Copy out each line of the material that includes the word "place".

________

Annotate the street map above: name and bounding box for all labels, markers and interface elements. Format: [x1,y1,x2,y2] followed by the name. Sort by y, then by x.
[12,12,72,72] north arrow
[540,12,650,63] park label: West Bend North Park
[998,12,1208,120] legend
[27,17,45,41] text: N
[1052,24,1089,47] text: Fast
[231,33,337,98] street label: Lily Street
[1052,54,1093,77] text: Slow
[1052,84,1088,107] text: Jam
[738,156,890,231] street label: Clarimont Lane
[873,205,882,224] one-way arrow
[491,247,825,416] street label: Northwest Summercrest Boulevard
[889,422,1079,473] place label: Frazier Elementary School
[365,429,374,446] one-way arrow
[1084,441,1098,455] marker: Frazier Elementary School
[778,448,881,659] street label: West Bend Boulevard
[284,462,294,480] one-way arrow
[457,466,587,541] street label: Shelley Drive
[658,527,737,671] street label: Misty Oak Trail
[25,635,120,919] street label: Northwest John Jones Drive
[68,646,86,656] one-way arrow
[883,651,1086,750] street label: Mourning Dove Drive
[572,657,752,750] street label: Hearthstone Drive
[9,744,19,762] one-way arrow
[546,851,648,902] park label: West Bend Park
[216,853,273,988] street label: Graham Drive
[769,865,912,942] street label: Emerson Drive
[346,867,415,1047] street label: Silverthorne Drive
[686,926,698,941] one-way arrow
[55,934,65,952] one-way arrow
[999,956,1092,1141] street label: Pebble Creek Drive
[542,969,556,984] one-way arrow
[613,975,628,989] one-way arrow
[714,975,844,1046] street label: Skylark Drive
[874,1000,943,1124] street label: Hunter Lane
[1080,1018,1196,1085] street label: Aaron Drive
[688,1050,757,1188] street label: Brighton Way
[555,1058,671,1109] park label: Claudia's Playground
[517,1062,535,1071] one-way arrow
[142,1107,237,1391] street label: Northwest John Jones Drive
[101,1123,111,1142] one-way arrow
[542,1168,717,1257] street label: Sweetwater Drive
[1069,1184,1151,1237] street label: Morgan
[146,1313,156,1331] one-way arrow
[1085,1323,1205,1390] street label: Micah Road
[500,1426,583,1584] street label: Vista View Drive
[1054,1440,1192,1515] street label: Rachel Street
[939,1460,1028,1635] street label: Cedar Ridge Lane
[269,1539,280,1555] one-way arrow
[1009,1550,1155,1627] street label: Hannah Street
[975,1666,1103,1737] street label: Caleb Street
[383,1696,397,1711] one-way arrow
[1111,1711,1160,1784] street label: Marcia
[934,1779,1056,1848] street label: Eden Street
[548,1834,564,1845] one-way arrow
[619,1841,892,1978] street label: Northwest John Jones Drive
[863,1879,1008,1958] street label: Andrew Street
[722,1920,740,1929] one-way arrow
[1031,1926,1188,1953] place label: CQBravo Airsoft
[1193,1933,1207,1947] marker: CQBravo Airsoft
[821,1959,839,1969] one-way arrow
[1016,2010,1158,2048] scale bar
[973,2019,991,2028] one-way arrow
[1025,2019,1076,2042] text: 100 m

________

**OUTPUT FOR THIS EXERCISE**
[889,422,1079,473] place label: Frazier Elementary School
[1031,1926,1188,1953] place label: CQBravo Airsoft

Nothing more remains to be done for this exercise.